Across the listing below, how many lines include the string "Task"? Reply with the number alone.

(The records)

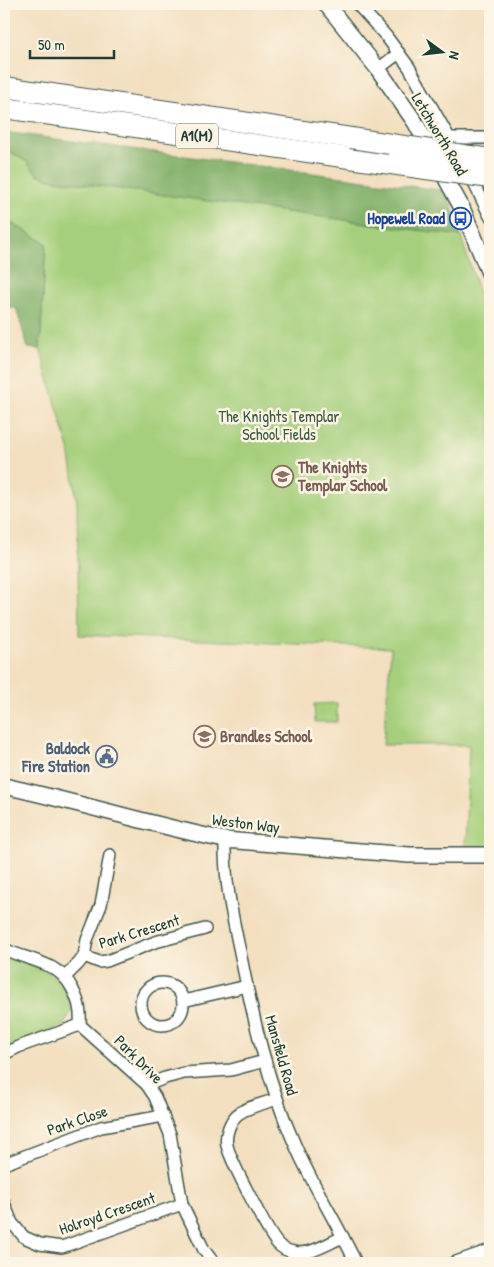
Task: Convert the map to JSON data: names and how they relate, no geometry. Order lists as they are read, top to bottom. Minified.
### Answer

(End The records)
(The records)

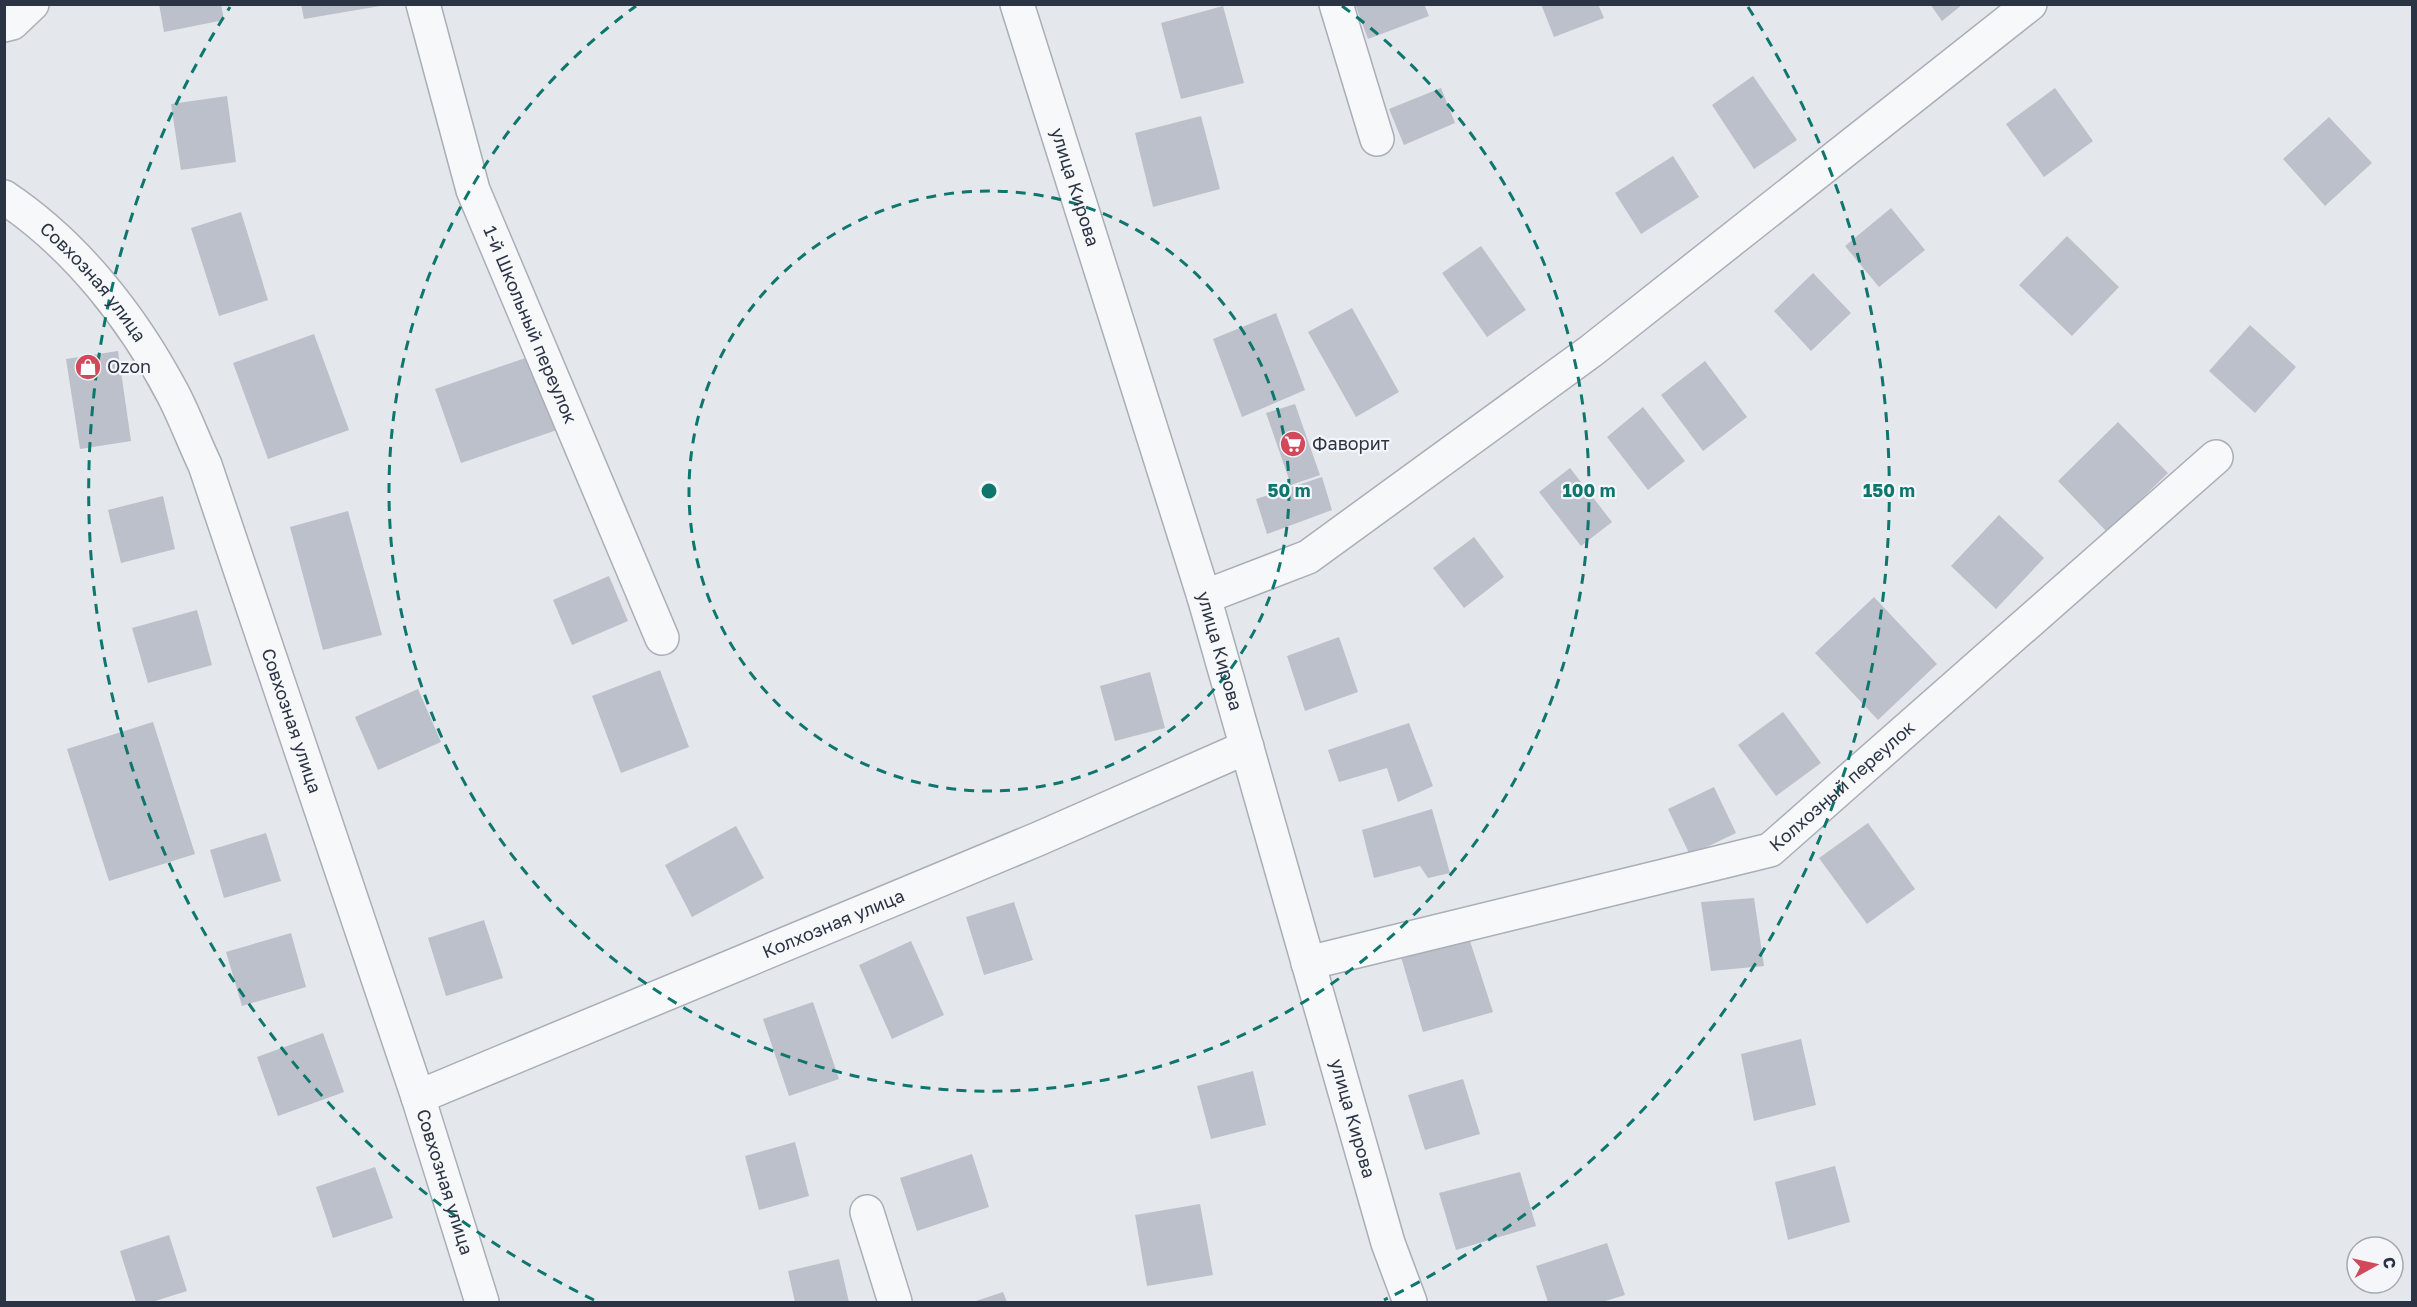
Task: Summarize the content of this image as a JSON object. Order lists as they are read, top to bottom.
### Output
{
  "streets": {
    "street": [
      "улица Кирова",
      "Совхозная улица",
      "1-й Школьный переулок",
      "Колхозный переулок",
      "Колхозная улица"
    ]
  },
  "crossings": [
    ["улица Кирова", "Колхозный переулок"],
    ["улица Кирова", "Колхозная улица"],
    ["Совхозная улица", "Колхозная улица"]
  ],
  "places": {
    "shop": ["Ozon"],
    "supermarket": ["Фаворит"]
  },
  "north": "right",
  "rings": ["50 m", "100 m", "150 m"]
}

(End The records)
(The records)

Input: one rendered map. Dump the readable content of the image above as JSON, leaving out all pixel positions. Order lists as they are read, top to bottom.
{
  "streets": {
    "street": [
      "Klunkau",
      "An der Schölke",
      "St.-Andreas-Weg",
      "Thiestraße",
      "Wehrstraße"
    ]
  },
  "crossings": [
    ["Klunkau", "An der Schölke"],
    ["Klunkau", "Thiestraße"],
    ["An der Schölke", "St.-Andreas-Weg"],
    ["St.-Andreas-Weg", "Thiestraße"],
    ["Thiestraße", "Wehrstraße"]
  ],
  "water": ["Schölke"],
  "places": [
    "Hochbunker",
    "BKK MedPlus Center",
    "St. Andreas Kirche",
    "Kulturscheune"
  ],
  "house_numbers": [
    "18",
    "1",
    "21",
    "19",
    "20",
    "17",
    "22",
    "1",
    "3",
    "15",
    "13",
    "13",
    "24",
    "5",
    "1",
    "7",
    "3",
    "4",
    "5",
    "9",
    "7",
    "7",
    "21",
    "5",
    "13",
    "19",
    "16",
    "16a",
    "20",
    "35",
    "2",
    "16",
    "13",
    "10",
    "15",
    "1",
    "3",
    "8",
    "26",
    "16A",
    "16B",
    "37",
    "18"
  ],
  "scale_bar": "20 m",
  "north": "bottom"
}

(End The records)

* _Answer box_:
2